Knowing when enough is enough
「知足(ちそく)」は、「意識を自分に向ける」ための具体的で強力な実践(アプローチ)そのものです。
「足るを知る」という言葉通り、知足は単に「我慢する」ことではなく、意識の焦点を「外側のないもの」から「内側にあるもの」へと切り替える作業だからです。
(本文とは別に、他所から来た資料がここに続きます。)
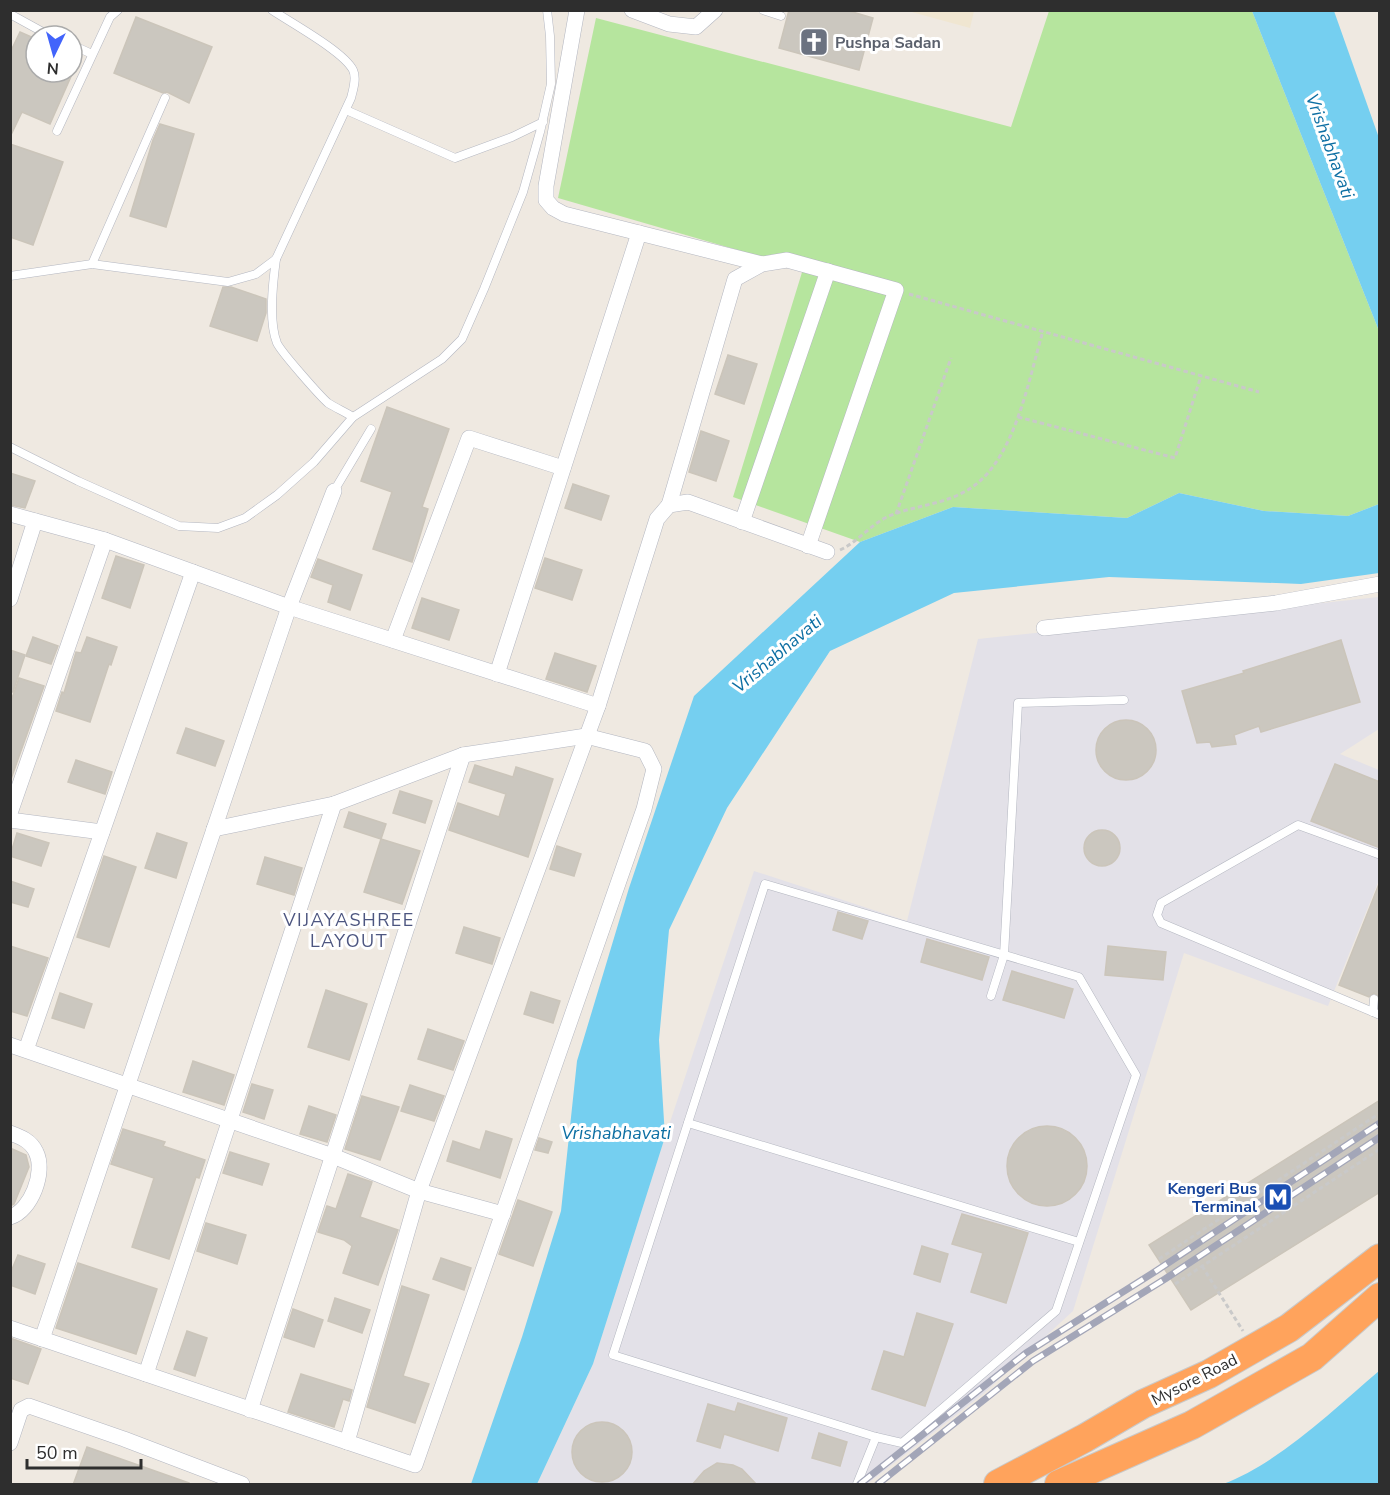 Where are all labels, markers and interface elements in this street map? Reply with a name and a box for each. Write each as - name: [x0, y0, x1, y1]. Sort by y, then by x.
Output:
- north arrow: [24, 24, 84, 84]
- church icon: Pushpa Sadan: [798, 26, 830, 58]
- place label: Pushpa Sadan: [835, 32, 941, 54]
- text: N: [46, 56, 60, 79]
- water label: Vrishabhavati: [1300, 90, 1360, 202]
- water label: Vrishabhavati: [727, 609, 827, 698]
- district label: VIJAYASHREE LAYOUT: [282, 908, 415, 953]
- water label: Vrishabhavati: [561, 1121, 672, 1145]
- place label: Kengeri Bus Terminal: [1167, 1178, 1257, 1218]
- metro station icon: Kengeri Bus Terminal: [1262, 1181, 1294, 1213]
- street label: Mysore Road: [1148, 1349, 1241, 1411]
- scale bar: [27, 1432, 141, 1470]
- text: 50 m: [36, 1441, 78, 1465] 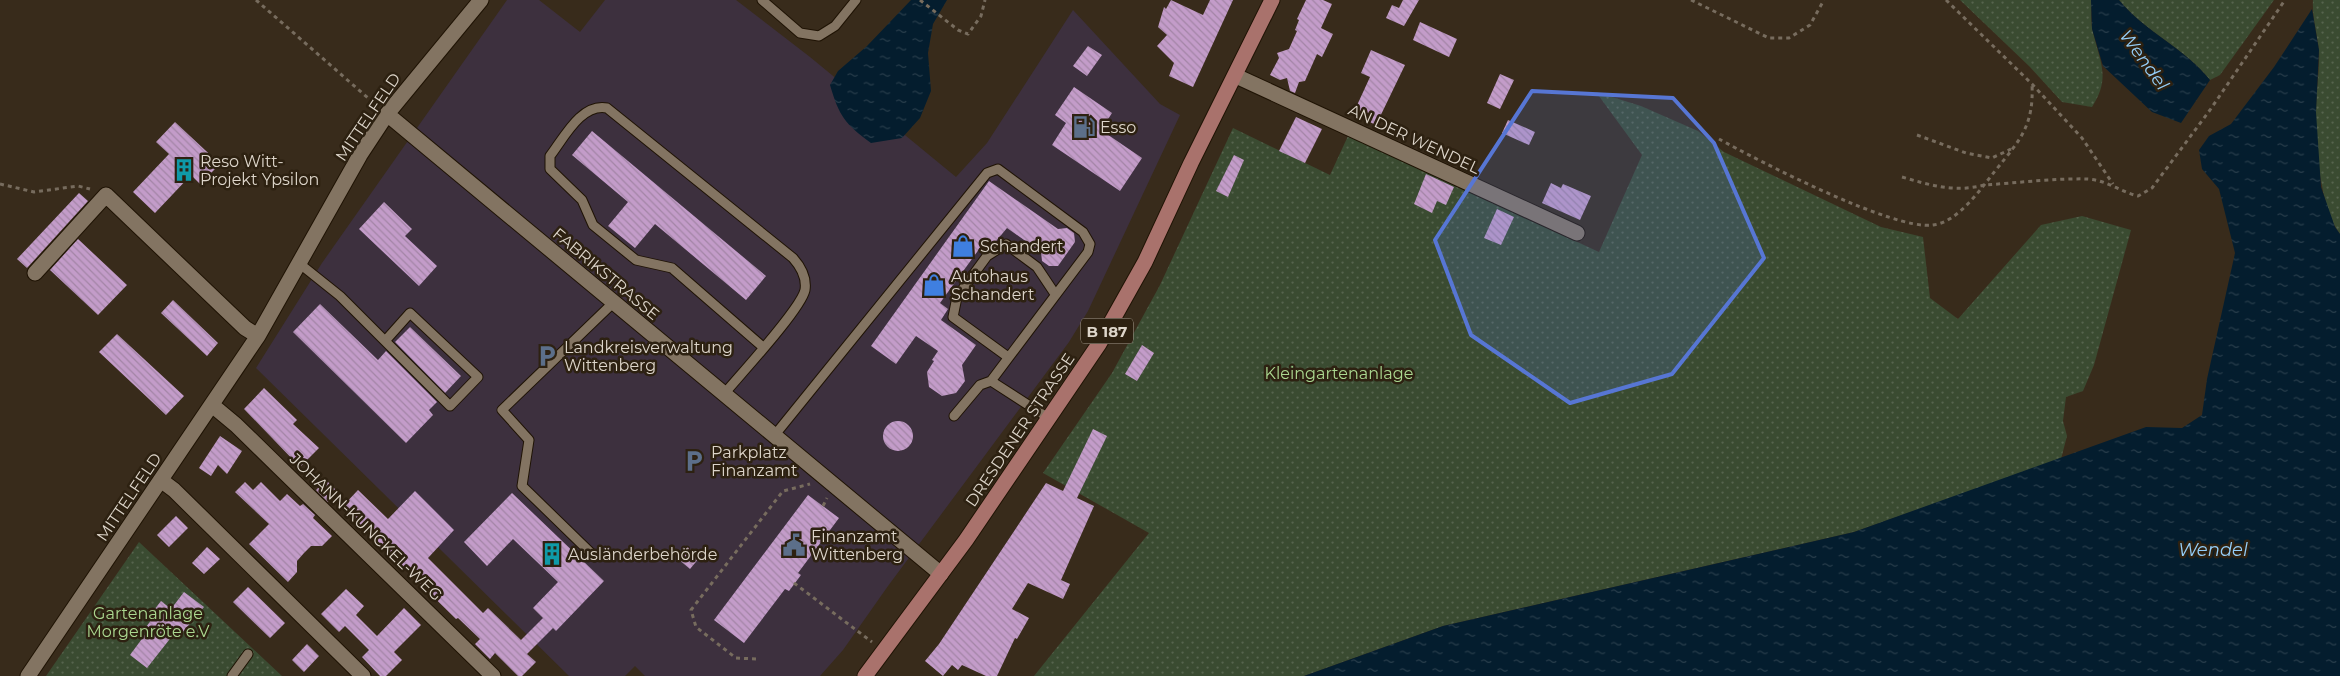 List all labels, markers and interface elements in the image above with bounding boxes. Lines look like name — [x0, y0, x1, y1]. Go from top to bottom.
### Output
water label: Wendel — [2115, 25, 2173, 95]
street label: MITTELFELD — [332, 69, 404, 165]
street label: AN DER WENDEL — [1345, 100, 1483, 178]
fuel station icon: Esso — [1071, 114, 1097, 140]
place label: Esso — [1100, 118, 1136, 137]
place label: Reso Witt- Projekt Ypsilon — [200, 152, 319, 189]
building icon: Reso Witt- Projekt Ypsilon — [171, 157, 197, 183]
street label: FABRIKSTRASSE — [549, 224, 663, 324]
shop icon: Schandert — [950, 233, 976, 259]
place label: Schandert — [980, 237, 1064, 256]
place label: Autohaus Schandert — [951, 267, 1035, 304]
shop icon: Autohaus Schandert — [921, 272, 947, 298]
road number: B 187 — [1081, 318, 1133, 344]
place label: Landkreisverwaltung Wittenberg — [564, 338, 733, 375]
parking icon: Landkreisverwaltung Wittenberg — [534, 343, 560, 369]
street label: DRESDENER STRASSE — [962, 350, 1078, 510]
park label: Kleingartenanlage — [1265, 364, 1413, 383]
place label: Parkplatz Finanzamt — [711, 443, 798, 480]
parking icon: Parkplatz Finanzamt — [681, 448, 707, 474]
street label: MITTELFELD — [93, 449, 165, 545]
street label: JOHANN-KUNCKEL-WEG — [285, 449, 446, 605]
place label: Finanzamt Wittenberg — [811, 527, 903, 564]
public building icon: Finanzamt Wittenberg — [781, 532, 807, 558]
water label: Wendel — [2178, 539, 2248, 561]
building icon: Ausländerbehörde — [539, 541, 565, 567]
place label: Ausländerbehörde — [568, 545, 717, 564]
park label: Gartenanlage Morgenröte e.V — [87, 604, 210, 641]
なぜ「知足」が「意識を自分に向けること」になるのか?
意識が「外」に向いている状態と、「自分(内)」に向いている状態を比べてみると、知足の本質がよくわかります。
1.意識が「外」に向いている状態(不足の意識)
思考:「あの人は持っているのに自分にはない」「もっとお金があれば」「もっと評価されたい」
状態:他人と自分を比べ、外側の条件や他人の反応ばかりを追いかけている状態です。意識のサーチライトが完全に「自分の外」を照らしているため、心は常に渇き、落ち着きません。
2.意識を「自分(内)」に向ける状態(知足)
思考:「いま、自分には何があるだろう?」「自分の体が動いている」「いま一息ついている」
状態:外との比較をやめ、サーチライトを「現在の自分自身」へぐるりと反転させます。「自分はすでに満たされている要素をどれだけ持っているか」を内側に発見しに行く作業です。
「諦める」「返照」ともつながる知足
これまでお話ししてきた概念とも、知足は美しく連動しています。
「明らめる(真相を見る)」との関係:
自分の限界や状況をありのまま見極めた上で、「今の自分に与えられている範囲」を正しく認識することが知足です。
「返照(光を自分返す)」との関係:
外の欲望を追いかけるのをやめ、「今ここにある自分の命・自分の状態」を照らし出すことで、はじめて「なんだ、すでに十分あったのだ」と気づくことができます。
「知足」とは、「欲望を押し殺す寂しい諦め」ではありません。
外に向けっぱなしになっていた意識の光を自分の足元(内側)に連れ戻し、「すでに自分が持っている豊かさ」を再発見する、温かく静かな「自分への意識の向け方」と言えます。